O volume de saída de dólares
para pagamento de juros e remessa de lucros está crescendo e vai
aumentar ainda mais. Não haverá
alívio a curto prazo. Dentro dos
próximos dez anos, o Brasil terá
déficits nas suas contas externas
(transações correntes) equivalentes a pelo menos 2,5% do PIB.
Essas são as principais conclusões de um extenso estudo sobre
o endividamento externo brasileiro preparado pelo economista-chefe do banco Bilbao Vizcaya,
Octavio de Barros. Ex-diretor-técnico da Sociedade Brasileira de
Estudos de Empresas Transnacionais (Sobeet), Barros é um dos
maiores especialistas brasileiros
em contas externas, assunto ao
qual se dedica há cerca de 15 anos.
"Quando houve a mudança na
política cambial, muita gente imaginou que a desvalorização do
real poderia equilibrar o resultado
das nossas contas externas", diz
Barros. "Isso não é verdade. Precisamos fazer um esforço dramático de aumento de exportações, senão poderemos sofrer turbulências recorrentes na área cambial."
Endividamento
O Brasil deverá ter déficit durante mais uma década, pelo menos, porque houve um enorme
aumento do que os economistas
chamam de passivo externo
(aquele dinheiro que vem do exterior e em algum momento terá de
voltar).
Desde janeiro de 1994, o Brasil
recebeu mais de meio trilhão de
dólares (US$ 514,6 bilhões) do exterior. No mesmo período, saíram
cerca de US$ 332,9 bilhões para
amortização de dívidas, retorno
dos investimentos financeiros e
repatriação de capital. O saldo, de
US$ 181,7 bilhões, é considerado
grande pelos especialistas.
"Levando em conta os empréstimos e os investimentos de fora,
o Brasil é o mais endividado entre
os países em desenvolvimento",
diz Barros.
Isso explica porque o Brasil está
tão exposto aos humores do mercado financeiro internacional.

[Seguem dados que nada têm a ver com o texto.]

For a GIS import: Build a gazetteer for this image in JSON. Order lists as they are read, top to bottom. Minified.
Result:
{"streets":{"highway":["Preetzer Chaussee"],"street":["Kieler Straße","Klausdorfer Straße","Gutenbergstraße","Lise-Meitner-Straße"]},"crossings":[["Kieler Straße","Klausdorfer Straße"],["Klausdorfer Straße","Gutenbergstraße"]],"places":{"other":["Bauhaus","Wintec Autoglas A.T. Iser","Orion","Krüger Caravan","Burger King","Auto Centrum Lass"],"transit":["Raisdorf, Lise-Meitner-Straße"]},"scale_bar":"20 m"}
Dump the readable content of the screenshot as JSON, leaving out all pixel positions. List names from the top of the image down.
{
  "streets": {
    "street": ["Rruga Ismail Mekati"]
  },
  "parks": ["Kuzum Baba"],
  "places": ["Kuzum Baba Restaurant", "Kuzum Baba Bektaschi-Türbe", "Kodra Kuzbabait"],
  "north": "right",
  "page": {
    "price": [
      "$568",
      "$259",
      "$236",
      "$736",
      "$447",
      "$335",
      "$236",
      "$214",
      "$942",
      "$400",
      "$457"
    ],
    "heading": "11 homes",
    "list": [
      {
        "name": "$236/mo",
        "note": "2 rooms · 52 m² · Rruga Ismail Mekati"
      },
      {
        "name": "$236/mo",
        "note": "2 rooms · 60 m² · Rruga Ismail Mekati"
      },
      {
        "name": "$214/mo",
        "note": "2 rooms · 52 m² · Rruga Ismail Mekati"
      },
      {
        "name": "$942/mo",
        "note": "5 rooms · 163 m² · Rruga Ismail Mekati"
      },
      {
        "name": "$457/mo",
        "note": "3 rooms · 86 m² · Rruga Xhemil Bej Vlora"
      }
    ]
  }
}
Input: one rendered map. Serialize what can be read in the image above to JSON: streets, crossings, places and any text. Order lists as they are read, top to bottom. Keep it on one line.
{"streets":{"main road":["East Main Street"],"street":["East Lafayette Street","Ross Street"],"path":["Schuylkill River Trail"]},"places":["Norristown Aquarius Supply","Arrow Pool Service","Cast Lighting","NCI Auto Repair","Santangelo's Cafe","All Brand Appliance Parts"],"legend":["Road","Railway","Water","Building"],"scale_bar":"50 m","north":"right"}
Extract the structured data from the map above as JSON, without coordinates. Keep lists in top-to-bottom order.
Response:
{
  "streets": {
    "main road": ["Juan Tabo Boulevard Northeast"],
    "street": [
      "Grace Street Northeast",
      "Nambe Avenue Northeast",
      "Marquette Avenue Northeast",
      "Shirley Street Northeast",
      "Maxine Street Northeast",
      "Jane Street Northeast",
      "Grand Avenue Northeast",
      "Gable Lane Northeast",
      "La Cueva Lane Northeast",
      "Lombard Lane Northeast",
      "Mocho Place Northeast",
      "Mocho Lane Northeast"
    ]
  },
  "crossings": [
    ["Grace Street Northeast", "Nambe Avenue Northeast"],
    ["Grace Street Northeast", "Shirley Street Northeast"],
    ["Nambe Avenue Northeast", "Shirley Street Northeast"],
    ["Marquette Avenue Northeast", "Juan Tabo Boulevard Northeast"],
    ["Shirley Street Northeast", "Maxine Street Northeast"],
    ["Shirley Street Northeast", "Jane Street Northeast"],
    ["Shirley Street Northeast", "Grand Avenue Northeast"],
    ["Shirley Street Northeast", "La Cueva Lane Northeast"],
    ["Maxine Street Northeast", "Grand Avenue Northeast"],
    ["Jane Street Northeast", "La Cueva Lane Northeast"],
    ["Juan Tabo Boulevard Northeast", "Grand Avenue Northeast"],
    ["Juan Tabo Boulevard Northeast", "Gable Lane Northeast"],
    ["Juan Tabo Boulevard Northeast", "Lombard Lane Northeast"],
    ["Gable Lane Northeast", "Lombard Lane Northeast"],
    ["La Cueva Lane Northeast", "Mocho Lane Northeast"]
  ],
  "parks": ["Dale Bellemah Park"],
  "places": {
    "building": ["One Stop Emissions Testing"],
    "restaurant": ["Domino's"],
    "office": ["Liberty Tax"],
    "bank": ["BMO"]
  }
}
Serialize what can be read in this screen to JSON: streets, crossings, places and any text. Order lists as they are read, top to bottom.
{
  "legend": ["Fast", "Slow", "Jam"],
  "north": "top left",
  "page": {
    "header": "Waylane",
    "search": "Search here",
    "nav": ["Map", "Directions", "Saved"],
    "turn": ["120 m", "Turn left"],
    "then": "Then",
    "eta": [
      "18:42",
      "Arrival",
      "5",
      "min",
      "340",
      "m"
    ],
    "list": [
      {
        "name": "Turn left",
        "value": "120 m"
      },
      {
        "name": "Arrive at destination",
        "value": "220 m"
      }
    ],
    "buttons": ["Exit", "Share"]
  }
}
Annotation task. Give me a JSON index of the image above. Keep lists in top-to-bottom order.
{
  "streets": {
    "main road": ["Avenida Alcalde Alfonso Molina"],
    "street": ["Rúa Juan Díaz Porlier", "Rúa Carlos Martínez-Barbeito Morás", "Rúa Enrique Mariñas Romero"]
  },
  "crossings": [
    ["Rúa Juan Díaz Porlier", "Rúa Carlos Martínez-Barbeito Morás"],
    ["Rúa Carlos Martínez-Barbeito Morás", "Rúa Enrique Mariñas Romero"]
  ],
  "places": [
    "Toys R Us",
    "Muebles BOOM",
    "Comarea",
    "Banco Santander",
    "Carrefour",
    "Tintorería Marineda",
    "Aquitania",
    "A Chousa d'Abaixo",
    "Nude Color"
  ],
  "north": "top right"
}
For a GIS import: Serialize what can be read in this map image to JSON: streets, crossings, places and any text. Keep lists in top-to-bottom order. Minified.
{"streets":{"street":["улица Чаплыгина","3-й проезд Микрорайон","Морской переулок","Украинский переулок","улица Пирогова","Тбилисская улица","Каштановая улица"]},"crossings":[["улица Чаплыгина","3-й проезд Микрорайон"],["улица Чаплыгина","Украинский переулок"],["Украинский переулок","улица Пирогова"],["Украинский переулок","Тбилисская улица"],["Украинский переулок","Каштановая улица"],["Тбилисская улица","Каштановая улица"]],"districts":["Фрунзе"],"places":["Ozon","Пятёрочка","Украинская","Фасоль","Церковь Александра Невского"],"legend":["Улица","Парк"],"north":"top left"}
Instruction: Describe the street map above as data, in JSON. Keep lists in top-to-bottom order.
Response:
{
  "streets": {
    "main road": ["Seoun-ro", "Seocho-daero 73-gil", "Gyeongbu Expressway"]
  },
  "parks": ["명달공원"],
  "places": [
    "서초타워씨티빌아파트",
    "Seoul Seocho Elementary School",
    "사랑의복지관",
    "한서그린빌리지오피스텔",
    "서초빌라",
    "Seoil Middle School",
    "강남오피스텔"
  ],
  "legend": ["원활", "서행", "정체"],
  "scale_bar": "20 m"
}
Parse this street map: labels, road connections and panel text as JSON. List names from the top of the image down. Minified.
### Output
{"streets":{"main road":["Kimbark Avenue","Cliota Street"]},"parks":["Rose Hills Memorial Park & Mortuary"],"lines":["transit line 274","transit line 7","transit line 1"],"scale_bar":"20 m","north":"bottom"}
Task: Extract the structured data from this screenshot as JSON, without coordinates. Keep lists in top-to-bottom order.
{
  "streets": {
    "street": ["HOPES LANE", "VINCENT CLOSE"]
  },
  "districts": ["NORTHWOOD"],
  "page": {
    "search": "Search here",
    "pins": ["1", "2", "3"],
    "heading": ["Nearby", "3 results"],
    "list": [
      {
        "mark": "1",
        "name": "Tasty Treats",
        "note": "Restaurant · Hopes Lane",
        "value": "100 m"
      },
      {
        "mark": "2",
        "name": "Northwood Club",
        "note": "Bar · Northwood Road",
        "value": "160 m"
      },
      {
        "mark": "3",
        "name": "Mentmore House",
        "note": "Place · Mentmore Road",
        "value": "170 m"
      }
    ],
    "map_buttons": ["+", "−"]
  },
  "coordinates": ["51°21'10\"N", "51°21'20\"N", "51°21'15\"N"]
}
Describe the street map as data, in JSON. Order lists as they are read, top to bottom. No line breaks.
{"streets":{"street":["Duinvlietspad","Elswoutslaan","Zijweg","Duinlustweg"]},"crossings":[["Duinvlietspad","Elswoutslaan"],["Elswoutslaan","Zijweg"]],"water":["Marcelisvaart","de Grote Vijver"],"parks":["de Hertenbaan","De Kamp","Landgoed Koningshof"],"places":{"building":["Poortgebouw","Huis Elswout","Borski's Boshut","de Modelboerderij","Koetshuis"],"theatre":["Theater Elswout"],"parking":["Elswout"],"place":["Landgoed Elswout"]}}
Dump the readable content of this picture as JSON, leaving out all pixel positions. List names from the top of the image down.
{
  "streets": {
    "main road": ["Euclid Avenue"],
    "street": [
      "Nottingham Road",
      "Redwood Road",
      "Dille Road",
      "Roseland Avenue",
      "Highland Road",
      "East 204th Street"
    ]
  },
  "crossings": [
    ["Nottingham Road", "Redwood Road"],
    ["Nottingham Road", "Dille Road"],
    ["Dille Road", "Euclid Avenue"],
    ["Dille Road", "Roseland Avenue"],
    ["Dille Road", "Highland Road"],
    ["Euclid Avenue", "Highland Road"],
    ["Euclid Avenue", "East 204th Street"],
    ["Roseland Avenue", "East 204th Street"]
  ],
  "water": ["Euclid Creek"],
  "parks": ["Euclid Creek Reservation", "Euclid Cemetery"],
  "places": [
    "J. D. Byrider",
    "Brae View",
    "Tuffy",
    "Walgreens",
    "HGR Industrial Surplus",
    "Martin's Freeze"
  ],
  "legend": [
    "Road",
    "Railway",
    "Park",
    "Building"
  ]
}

Como tem muito dinheiro aplicado no país, o investidor estrangeiro acompanha com máximo interesse tudo que acontece na política e na economia brasileira. Toda
vez que algo menos ortodoxo
acontece ele se assusta e ameaça
tirar o dinheiro do país.
"Ficamos mais plugados e mais
dependentes das expectativas e
dos humores internacionais sobre
a forma como se administra o
país. Os raios de manobra são menores e não há espaço para desprezar o que pensam da gente",
diz Octavio de Barros.
Aumento das exportações
O crescimento da dependência
externa é uma das razões pelas
quais o Brasil depende de um esforço radical nas exportações. A
balança comercial é o principal
item das contas externas que pode compensar o aumento das saídas de dólares para pagamento de
juros e de remessa de lucros. Aumentar as exportações é o caminho, diz Barros, para afastar o risco de novas pressões no câmbio.
No ano passado, o Brasil teve
um déficit comercial de US$ 6,4
bilhões. Segundo as projeções do
economista, o país poderá ter um
superávit de US$ 13,4 bilhões no
ano 2002. É um enorme esforço
para as empresas brasileiras, difícil de ser atingido. Mesmo assim,
não seria suficiente para zerar o
déficit externo.
O problema é que outro importante item da contabilidade externa deve apresentar déficit crescente. É a conta de serviços, na
qual estão incluídos a remessa de
lucros e a despesa com juros. De
acordo com o relatório do banco
Bilbao Vizcaya, o Brasil teve um
déficit na conta de serviços da ordem de US$ 14,7 bilhões em 1994.
O buraco deve chegar a US$ 36,1
bilhões em 2002.
"Não podemos nos iludir", diz
Barros. "Os mais importantes
itens na conta de serviços sofrem
poucas variações com a mudança
no câmbio. Apenas viagens internacionais e outros itens pouco relevantes são substantivamente reduzidos com a desvalorização. Só
nos resta gerar saldos comerciais
elevados e, mesmo assim, registrar déficits externos significativos."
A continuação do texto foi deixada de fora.